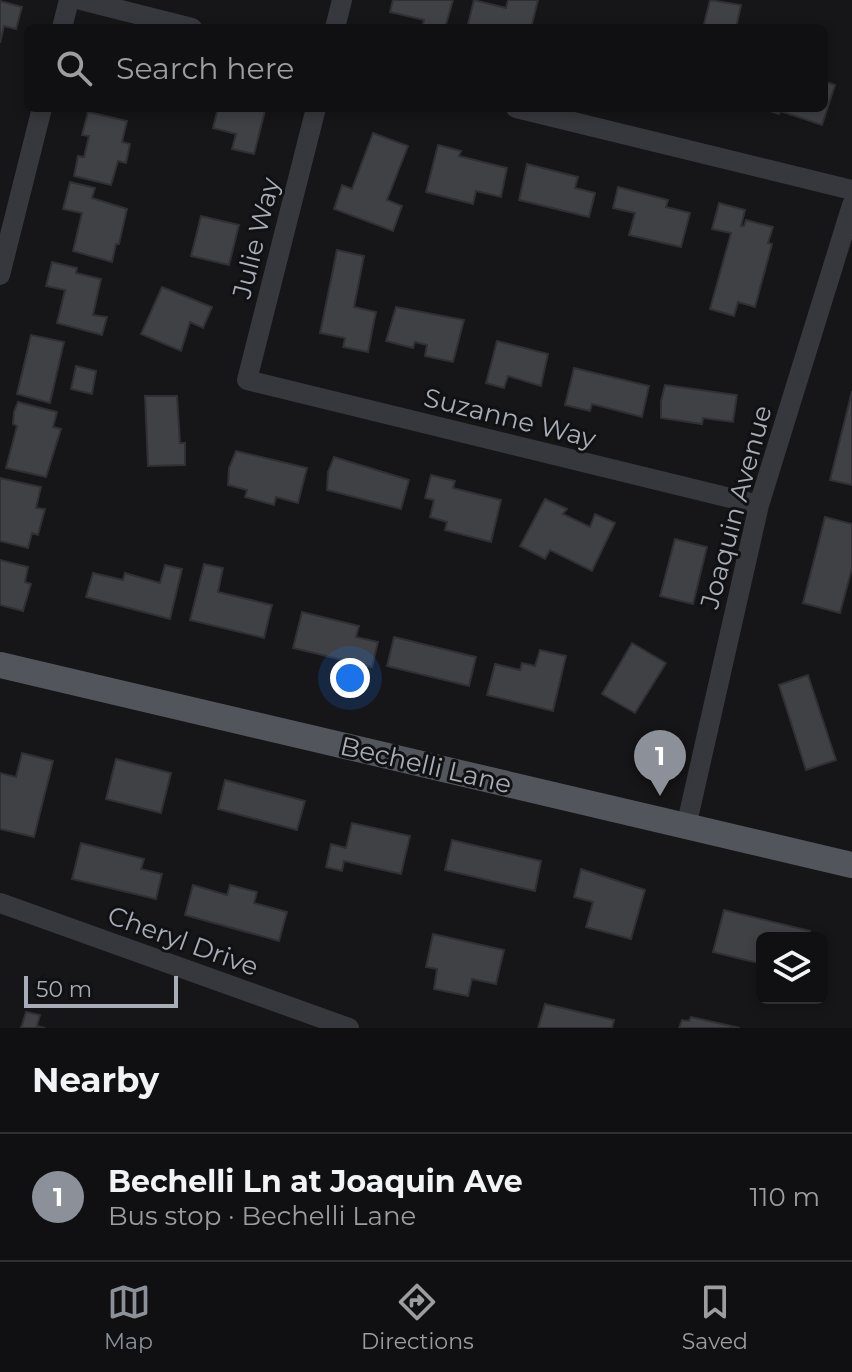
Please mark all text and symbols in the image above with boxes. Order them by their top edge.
search box [24,24,828,112]
icon: search [52,46,96,90]
text: Search here [116,50,294,87]
street label: Julie Way [225,173,287,303]
street label: Suzanne Way [421,381,600,455]
street label: Joaquin Avenue [693,402,779,613]
your location [330,658,370,698]
street label: Bechelli Lane [337,730,515,800]
pin: 1 [634,730,686,796]
street label: Cheryl Drive [103,899,263,983]
map controls [756,932,828,1004]
button: layers [756,932,828,1004]
scale bar [24,972,178,1008]
text: 50 m [36,976,92,1003]
text: Nearby [32,1059,159,1101]
text: Bechelli Ln at Joaquin Ave [108,1163,523,1200]
text: 1 [53,1181,63,1213]
text: 110 m [750,1181,820,1213]
text: Bus stop · Bechelli Lane [108,1200,416,1232]
tab: Map [104,1280,153,1355]
tab: Directions [361,1280,474,1355]
tab: Saved [682,1280,748,1355]

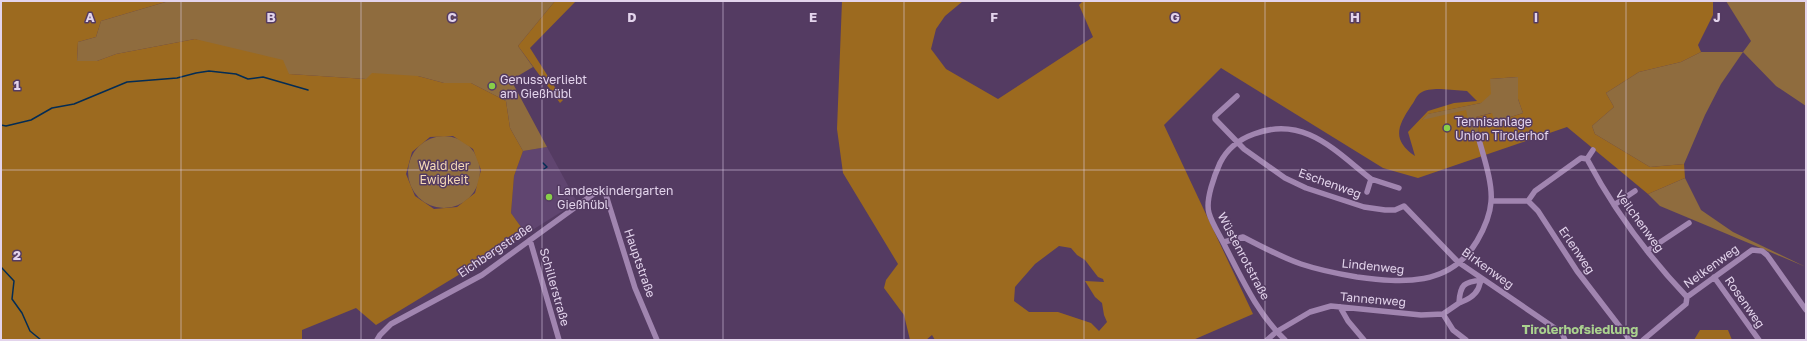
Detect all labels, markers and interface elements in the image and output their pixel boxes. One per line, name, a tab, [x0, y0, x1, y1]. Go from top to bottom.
text: A	[85, 9, 95, 25]
text: B	[266, 9, 276, 25]
text: C	[447, 9, 457, 25]
text: D	[627, 9, 637, 25]
text: E	[809, 9, 817, 25]
text: F	[990, 9, 998, 25]
text: G	[1170, 9, 1180, 25]
text: H	[1350, 9, 1360, 25]
text: I	[1534, 9, 1538, 25]
text: J	[1713, 9, 1721, 25]
place label: Genussverliebt am Gießhübl	[500, 72, 587, 101]
text: 1	[14, 77, 21, 93]
marker: Genussverliebt am Gießhübl	[487, 81, 497, 91]
place label: Tennisanlage Union Tirolerhof	[1455, 114, 1549, 143]
marker: Tennisanlage Union Tirolerhof	[1442, 123, 1452, 133]
park label: Wald der Ewigkeit	[419, 158, 470, 187]
street label: Eschenweg	[1297, 165, 1363, 201]
place label: Landeskindergarten Gießhübl	[557, 183, 673, 212]
street label: Veilchenweg	[1612, 187, 1668, 255]
marker: Landeskindergarten Gießhübl	[544, 192, 554, 202]
street label: Wüstenrotstraße	[1215, 210, 1273, 302]
street label: Eichbergstraße	[455, 219, 535, 281]
street label: Erlenweg	[1556, 223, 1598, 277]
street label: Hauptstraße	[621, 227, 659, 299]
street label: Nelkenweg	[1680, 241, 1742, 291]
street label: Birkenweg	[1459, 244, 1517, 292]
street label: Schillerstraße	[537, 246, 573, 328]
text: 2	[13, 247, 21, 263]
street label: Lindenweg	[1341, 255, 1405, 277]
street label: Rosenweg	[1722, 273, 1768, 331]
street label: Tannenweg	[1339, 289, 1407, 309]
district label: Tirolerhofsiedlung	[1522, 321, 1638, 337]

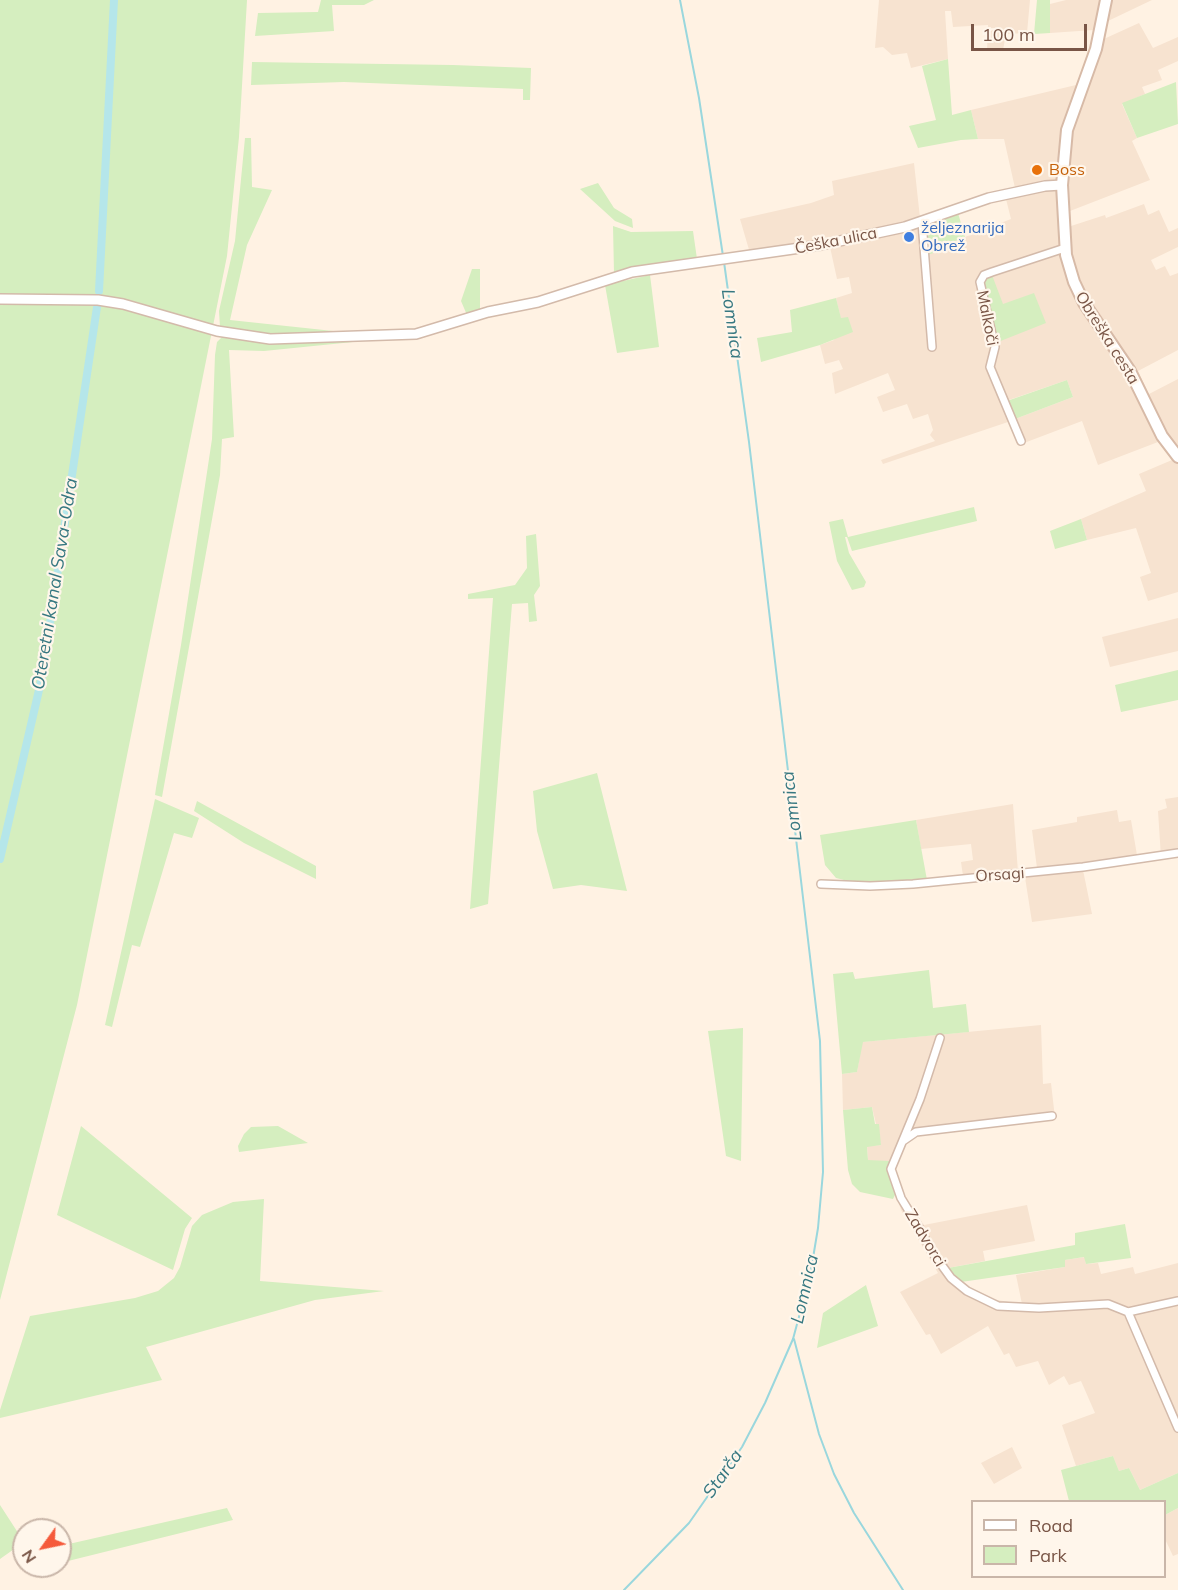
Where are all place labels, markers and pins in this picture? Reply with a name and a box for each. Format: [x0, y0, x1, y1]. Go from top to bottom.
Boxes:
◆ ◆ ◆
**Task requirements:** Everything in the material goes into the copy exactly, except the images.

**Written solution:**
Please mark all text and symbols in the image above with boxes. Order them by their top edge.
search box [24,24,828,112]
icon: search [52,46,96,90]
text: Search here [116,50,294,87]
street label: Julie Way [225,173,287,303]
street label: Suzanne Way [421,381,600,455]
street label: Joaquin Avenue [693,402,779,613]
your location [330,658,370,698]
street label: Bechelli Lane [337,730,515,800]
pin: 1 [634,730,686,796]
street label: Cheryl Drive [103,899,263,983]
map controls [756,932,828,1004]
button: layers [756,932,828,1004]
scale bar [24,972,178,1008]
text: 50 m [36,976,92,1003]
text: Nearby [32,1059,159,1101]
text: Bechelli Ln at Joaquin Ave [108,1163,523,1200]
text: 1 [53,1181,63,1213]
text: 110 m [750,1181,820,1213]
text: Bus stop · Bechelli Lane [108,1200,416,1232]
tab: Map [104,1280,153,1355]
tab: Directions [361,1280,474,1355]
tab: Saved [682,1280,748,1355]

Detect all labels, markers and interface elements in the image and output their pixel boxes. One per line, name, a tab, [x0, y0, x1, y1]. Go from top to bottom.
text: A	[85, 9, 95, 25]
text: B	[266, 9, 276, 25]
text: C	[447, 9, 457, 25]
text: D	[627, 9, 637, 25]
text: E	[809, 9, 817, 25]
text: F	[990, 9, 998, 25]
text: G	[1170, 9, 1180, 25]
text: H	[1350, 9, 1360, 25]
text: I	[1534, 9, 1538, 25]
text: J	[1713, 9, 1721, 25]
place label: Genussverliebt am Gießhübl	[500, 72, 587, 101]
text: 1	[14, 77, 21, 93]
marker: Genussverliebt am Gießhübl	[487, 81, 497, 91]
place label: Tennisanlage Union Tirolerhof	[1455, 114, 1549, 143]
marker: Tennisanlage Union Tirolerhof	[1442, 123, 1452, 133]
park label: Wald der Ewigkeit	[419, 158, 470, 187]
street label: Eschenweg	[1297, 165, 1363, 201]
place label: Landeskindergarten Gießhübl	[557, 183, 673, 212]
street label: Veilchenweg	[1612, 187, 1668, 255]
marker: Landeskindergarten Gießhübl	[544, 192, 554, 202]
street label: Wüstenrotstraße	[1215, 210, 1273, 302]
street label: Eichbergstraße	[455, 219, 535, 281]
street label: Erlenweg	[1556, 223, 1598, 277]
street label: Hauptstraße	[621, 227, 659, 299]
street label: Nelkenweg	[1680, 241, 1742, 291]
street label: Birkenweg	[1459, 244, 1517, 292]
street label: Schillerstraße	[537, 246, 573, 328]
text: 2	[13, 247, 21, 263]
street label: Lindenweg	[1341, 255, 1405, 277]
street label: Rosenweg	[1722, 273, 1768, 331]
street label: Tannenweg	[1339, 289, 1407, 309]
district label: Tirolerhofsiedlung	[1522, 321, 1638, 337]

Where are all place labels, markers and pins in this picture? Reply with a name and a box for each. Format: [x0, y0, x1, y1]. Go from top to bottom.
Boxes:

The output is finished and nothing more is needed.